• WHAT YOU WILL DO
Show every line in the entries below where the word "JSON" appears.

• GIVEN RECORDS
-.-.-

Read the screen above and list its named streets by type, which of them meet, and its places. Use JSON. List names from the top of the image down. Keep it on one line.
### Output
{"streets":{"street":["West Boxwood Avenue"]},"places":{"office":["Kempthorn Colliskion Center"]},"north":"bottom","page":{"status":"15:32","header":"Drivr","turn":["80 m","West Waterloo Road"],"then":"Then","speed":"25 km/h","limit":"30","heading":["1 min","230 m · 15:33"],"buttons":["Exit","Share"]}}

-.-.-

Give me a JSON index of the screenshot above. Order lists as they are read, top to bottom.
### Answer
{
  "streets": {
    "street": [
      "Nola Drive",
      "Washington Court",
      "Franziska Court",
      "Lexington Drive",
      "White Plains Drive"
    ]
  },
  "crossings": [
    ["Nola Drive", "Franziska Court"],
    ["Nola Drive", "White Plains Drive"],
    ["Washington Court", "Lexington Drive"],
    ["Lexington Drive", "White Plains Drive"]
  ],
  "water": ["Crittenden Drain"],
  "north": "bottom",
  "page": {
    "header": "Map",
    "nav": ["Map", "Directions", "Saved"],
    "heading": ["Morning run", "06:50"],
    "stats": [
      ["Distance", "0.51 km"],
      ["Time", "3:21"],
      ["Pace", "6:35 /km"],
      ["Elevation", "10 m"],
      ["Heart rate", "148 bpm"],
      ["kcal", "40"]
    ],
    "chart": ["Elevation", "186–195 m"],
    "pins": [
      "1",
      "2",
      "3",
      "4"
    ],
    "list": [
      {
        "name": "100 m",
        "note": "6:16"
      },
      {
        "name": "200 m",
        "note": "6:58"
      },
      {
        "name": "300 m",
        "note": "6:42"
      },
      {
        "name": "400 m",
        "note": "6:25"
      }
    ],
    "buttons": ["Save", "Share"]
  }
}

-.-.-

• TASK OUTPUT
Read the screen above and list its named streets by type, which of them meet, and its places. Use JSON. List names from the top of the image down. Keep it on one line.
Give me a JSON index of the screenshot above. Order lists as they are read, top to bottom.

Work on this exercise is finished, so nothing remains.